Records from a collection
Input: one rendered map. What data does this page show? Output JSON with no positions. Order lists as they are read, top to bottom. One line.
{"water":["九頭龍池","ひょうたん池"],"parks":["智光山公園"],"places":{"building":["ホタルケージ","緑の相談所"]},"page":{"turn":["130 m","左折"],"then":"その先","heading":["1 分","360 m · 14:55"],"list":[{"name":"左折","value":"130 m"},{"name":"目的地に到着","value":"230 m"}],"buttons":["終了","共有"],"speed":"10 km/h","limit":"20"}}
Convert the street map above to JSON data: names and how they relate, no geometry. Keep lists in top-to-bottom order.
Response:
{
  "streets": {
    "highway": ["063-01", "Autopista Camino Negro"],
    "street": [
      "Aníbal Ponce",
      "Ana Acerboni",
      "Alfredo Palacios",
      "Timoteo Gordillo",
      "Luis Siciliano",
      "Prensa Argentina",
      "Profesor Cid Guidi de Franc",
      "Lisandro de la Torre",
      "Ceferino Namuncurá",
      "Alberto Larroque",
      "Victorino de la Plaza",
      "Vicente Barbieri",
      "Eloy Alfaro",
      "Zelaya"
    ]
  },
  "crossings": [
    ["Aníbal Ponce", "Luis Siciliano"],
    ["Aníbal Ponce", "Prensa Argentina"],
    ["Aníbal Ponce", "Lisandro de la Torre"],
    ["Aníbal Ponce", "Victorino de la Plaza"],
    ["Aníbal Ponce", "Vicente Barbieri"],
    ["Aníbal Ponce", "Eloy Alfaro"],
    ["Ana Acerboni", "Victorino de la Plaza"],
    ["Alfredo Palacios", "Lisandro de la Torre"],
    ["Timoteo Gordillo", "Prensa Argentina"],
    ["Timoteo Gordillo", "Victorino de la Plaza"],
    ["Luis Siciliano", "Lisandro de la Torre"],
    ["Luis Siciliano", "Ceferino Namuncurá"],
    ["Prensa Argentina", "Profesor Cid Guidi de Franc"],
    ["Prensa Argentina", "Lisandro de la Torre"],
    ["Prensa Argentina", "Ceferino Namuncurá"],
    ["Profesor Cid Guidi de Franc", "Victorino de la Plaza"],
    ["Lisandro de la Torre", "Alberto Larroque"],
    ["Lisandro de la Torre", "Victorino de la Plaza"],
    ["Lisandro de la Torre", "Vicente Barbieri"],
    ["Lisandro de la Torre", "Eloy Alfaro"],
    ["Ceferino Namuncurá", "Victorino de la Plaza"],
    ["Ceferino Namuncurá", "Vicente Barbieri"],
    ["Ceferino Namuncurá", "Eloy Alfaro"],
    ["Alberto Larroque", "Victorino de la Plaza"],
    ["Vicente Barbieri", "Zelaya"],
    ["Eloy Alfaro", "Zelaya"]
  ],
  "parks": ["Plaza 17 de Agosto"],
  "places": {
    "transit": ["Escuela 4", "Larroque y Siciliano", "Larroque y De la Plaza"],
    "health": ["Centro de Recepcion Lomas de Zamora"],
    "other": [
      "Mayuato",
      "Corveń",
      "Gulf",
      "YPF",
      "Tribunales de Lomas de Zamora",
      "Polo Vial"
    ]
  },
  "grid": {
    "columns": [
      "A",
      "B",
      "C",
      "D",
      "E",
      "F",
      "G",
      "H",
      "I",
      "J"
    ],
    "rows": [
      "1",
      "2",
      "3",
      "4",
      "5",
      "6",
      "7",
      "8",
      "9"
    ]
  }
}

PROMPT.
Whenever a line of the data above includes the word "Ceferino", copy that line.

RESPONSE TO THIS EXERCISE.
      "Ceferino Namuncurá",
    ["Luis Siciliano", "Ceferino Namuncurá"],
    ["Prensa Argentina", "Ceferino Namuncurá"],
    ["Ceferino Namuncurá", "Victorino de la Plaza"],
    ["Ceferino Namuncurá", "Vicente Barbieri"],
    ["Ceferino Namuncurá", "Eloy Alfaro"],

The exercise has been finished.